My withdrawal symptoms were so severe that I lost the ability to speak for two months, I couldn’t shower standing up for over two years, and I had to re-teach myself how to read. I had constant suicidal and homicidal thoughts for over two years. But, I felt deep inside that I would heal, that my story was important, and that I could not simply get on with my life once I did heal: I had to talk about this and had to help others heal, too.

Never Give Up

Despite my traumas, the endless tapers, constant symptoms, side effects, and disability accommodations, I was able to earn both a bachelor’s in science in psychology and master’s in social work from Washington University in St. Louis, both with high honors. For 14 months, I interned as a mental health therapist in a community health center for immigrants, refugees, and others with no access to mental health services. What I learned was that ALL PEOPLE have valid reasons for how they are feeling if we are to listen. 

I learned to listen. I learned to look past labels and to be with the suffering person sitting in front of me. I learned to dump the garbage of all the lettered therapies (CBT, ABT, DBT, CPT, PE, etc.) that I learned in school and just be with the person seeking “help.” Working in the “system” was not for me. I decided not to get licensed, to not provide therapy, but to heal myself as much as possible and consult with others who need support during the taper and healing process themselves. I am a coach, a consultant, a friend, a support, a guide along your path. 

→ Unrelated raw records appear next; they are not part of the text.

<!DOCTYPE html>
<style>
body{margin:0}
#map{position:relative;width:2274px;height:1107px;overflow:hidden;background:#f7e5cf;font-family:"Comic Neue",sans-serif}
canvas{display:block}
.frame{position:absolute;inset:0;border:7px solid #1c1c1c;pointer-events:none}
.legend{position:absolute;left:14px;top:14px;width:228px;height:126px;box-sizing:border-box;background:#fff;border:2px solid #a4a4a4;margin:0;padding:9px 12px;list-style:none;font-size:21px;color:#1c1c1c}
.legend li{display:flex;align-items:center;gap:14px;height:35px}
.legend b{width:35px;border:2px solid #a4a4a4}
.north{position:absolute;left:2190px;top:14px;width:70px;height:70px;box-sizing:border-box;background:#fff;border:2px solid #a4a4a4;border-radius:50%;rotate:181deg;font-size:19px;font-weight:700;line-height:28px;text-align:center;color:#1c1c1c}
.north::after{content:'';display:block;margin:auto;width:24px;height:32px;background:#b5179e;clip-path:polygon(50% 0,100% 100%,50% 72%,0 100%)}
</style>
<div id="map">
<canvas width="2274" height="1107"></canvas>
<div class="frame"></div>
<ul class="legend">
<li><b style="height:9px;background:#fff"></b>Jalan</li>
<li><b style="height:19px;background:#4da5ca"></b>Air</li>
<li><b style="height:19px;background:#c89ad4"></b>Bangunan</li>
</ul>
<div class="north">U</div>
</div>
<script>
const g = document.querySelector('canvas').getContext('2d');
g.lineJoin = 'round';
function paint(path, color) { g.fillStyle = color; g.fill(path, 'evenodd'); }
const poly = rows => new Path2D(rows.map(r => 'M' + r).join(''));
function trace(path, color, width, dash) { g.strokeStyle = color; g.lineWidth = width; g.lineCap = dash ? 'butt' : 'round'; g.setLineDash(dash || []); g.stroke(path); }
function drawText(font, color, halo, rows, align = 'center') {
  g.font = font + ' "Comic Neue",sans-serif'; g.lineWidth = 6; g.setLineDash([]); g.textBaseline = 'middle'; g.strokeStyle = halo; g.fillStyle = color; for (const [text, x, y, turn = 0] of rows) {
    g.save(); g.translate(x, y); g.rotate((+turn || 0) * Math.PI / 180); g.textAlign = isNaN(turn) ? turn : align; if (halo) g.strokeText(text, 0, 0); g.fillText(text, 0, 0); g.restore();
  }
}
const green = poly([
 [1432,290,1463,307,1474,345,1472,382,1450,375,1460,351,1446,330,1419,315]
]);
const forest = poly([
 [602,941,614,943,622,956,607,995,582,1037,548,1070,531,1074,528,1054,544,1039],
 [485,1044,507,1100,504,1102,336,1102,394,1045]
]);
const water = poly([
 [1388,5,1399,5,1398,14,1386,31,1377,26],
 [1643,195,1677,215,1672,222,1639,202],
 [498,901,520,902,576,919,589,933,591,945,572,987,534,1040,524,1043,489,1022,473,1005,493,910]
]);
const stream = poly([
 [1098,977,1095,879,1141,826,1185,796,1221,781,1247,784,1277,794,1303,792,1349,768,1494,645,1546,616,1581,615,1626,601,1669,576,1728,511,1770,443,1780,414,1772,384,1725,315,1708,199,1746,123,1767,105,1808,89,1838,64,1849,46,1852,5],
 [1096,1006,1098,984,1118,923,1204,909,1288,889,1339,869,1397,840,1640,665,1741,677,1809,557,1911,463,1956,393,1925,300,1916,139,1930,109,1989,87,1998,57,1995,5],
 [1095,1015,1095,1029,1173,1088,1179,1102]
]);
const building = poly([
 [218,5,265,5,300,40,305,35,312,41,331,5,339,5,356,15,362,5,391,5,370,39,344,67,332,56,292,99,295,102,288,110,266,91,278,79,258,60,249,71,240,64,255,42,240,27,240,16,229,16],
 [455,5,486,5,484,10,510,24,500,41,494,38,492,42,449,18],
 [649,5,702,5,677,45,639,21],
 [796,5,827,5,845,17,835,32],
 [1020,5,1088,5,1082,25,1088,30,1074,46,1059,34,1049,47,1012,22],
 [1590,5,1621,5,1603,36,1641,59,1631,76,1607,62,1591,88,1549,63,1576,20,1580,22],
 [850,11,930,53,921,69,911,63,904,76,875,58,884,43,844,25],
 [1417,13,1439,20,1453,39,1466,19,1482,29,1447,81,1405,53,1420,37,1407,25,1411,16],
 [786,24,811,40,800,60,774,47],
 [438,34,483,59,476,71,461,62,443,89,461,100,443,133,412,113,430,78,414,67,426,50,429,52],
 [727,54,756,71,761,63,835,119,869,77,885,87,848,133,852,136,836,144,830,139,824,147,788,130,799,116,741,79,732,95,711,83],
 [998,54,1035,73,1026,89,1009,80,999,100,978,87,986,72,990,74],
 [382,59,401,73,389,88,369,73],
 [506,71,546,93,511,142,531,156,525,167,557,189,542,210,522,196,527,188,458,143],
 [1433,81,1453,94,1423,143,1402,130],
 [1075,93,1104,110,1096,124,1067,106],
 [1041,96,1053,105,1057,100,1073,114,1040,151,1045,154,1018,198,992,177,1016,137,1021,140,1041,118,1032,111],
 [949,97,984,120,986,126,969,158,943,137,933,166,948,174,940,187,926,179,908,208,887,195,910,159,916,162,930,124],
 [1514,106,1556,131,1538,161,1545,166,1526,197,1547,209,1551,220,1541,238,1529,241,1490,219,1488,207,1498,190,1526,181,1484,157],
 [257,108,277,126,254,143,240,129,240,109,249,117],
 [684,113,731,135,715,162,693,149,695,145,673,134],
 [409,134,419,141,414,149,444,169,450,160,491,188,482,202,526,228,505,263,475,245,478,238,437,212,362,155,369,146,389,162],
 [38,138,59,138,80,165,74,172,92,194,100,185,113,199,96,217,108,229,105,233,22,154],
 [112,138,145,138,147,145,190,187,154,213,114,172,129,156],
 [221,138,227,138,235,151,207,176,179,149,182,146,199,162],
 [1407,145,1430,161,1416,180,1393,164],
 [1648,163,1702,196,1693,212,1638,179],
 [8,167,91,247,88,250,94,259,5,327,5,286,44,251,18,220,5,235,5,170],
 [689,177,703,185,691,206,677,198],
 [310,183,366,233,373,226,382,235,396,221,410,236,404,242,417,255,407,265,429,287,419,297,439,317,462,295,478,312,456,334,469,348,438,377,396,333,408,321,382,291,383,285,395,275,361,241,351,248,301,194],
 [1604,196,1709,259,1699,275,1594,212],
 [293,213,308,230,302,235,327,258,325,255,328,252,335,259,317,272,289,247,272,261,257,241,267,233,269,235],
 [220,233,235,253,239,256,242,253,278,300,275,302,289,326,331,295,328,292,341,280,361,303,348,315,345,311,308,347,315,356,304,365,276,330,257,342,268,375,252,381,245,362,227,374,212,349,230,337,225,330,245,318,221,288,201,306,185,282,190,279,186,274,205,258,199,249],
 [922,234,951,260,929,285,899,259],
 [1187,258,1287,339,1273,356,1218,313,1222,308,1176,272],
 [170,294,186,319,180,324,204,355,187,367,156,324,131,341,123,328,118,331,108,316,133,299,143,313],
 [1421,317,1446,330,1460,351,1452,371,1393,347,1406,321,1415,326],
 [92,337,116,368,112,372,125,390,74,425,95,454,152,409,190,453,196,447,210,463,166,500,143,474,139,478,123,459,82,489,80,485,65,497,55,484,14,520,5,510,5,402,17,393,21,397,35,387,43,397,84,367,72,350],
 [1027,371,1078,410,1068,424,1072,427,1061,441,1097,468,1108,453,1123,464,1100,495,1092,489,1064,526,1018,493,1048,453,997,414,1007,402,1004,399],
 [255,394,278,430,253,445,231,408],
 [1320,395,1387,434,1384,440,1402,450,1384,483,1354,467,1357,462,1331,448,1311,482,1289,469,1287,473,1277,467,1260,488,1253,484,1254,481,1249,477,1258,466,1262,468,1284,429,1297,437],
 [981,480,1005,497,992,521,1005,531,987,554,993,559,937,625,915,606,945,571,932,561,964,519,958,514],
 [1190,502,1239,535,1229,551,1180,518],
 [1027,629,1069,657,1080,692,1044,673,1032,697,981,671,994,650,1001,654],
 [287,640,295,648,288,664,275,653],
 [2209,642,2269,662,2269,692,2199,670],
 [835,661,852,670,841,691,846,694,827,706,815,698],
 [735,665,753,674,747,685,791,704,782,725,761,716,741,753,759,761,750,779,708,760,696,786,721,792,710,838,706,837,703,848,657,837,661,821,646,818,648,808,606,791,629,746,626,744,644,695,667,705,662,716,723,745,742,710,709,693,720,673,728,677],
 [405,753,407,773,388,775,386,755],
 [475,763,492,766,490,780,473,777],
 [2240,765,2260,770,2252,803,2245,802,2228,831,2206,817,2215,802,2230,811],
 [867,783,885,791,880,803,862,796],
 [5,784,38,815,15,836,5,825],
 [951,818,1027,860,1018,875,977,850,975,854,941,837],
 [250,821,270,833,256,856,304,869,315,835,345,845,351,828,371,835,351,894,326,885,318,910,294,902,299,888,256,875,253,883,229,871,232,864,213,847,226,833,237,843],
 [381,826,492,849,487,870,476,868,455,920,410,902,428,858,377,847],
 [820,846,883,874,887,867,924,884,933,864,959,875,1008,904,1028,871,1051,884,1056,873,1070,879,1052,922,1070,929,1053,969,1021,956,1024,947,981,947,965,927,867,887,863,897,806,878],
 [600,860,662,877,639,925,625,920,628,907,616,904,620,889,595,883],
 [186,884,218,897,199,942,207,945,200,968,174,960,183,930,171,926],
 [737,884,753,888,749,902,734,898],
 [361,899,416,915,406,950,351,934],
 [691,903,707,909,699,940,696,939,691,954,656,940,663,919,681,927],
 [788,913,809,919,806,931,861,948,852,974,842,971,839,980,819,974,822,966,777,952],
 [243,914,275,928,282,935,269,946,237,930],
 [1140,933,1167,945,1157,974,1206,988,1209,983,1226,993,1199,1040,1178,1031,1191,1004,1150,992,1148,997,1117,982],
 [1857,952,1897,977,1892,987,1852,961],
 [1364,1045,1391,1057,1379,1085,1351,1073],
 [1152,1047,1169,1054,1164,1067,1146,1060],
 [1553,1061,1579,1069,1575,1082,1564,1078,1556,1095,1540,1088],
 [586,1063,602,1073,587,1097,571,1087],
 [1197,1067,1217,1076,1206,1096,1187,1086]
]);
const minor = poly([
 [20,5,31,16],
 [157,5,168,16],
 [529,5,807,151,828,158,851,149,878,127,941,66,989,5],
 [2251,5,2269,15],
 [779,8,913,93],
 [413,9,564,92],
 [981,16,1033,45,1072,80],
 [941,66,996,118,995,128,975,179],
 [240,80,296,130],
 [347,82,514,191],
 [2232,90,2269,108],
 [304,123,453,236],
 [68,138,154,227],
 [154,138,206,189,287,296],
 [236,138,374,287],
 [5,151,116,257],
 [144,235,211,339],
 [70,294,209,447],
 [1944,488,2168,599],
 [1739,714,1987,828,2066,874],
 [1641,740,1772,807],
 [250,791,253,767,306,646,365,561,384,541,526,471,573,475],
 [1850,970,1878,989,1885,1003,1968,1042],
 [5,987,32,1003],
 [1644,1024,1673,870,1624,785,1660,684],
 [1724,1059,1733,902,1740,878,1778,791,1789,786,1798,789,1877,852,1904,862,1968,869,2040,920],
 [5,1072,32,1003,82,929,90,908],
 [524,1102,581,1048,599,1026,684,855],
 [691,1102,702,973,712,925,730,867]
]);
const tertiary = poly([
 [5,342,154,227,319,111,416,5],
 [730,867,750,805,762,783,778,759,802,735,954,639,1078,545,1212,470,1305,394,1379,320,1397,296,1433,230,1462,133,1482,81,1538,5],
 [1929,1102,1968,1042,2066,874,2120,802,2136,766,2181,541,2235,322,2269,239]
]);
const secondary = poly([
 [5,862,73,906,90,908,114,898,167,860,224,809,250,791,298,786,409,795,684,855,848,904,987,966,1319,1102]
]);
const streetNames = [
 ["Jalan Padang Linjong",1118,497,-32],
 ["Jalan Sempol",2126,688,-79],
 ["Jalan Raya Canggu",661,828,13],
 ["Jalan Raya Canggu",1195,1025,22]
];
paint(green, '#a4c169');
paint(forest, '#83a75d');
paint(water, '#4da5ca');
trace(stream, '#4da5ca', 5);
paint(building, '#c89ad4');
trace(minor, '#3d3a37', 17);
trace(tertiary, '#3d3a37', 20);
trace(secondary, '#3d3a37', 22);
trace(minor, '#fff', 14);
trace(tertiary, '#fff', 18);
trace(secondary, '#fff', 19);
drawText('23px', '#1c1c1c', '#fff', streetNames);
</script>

During my withdrawal from psychiatric drugs, I was the veteran adviser at Benzodiazepine Information Coalition, I volunteered with World Benzodiazepine Awareness Day, and helped administer the Facebook group, Benzodiazepine Recovery. The past two years, I was a team member with Inner Compass Initiative hosting community discussions on topics such as Coping With Difficult Withdrawal Symptoms, Mindset and Withdrawal, and How to Work with Suicidal Thoughts During Tapering and Withdrawal. 

In my tenth month off all psychiatric drugs, a filmmaker approached me about my experience in the mental health care system and with psychiatric drug withdrawal. The crew followed me for the next three years and my story of overmedication after trauma appears in that film Medicating Normal (2020). After healing to some extent, I sold 90% of what I owned, bought a campervan, and traveled across the country, while presenting the film and leading discussions about the mental health industry, informed consent, psychiatric drug use, and withdrawal. When the pandemic hit, we shifted all screenings and presentations to virtual screenings and were able to engage over 180 audiences. During that time, I presented the paradigm-shifting ideas that maybe our current mental health paradigm was wrong and, in fact, may be more broken than we are. I presented to conferences, sat alongside psychiatrists during panel discussions, and interviewed some of the leading thinkers in critical mental health.

The time came when it was time to set off on my own initiative and that’s why this website exists. I am using my hard-earned lived experience, education, and research to help others who are leaving the mental health care system and looking to re-create their new lives with their own definition of health. YOU have the innate ability to heal and design a life worth living.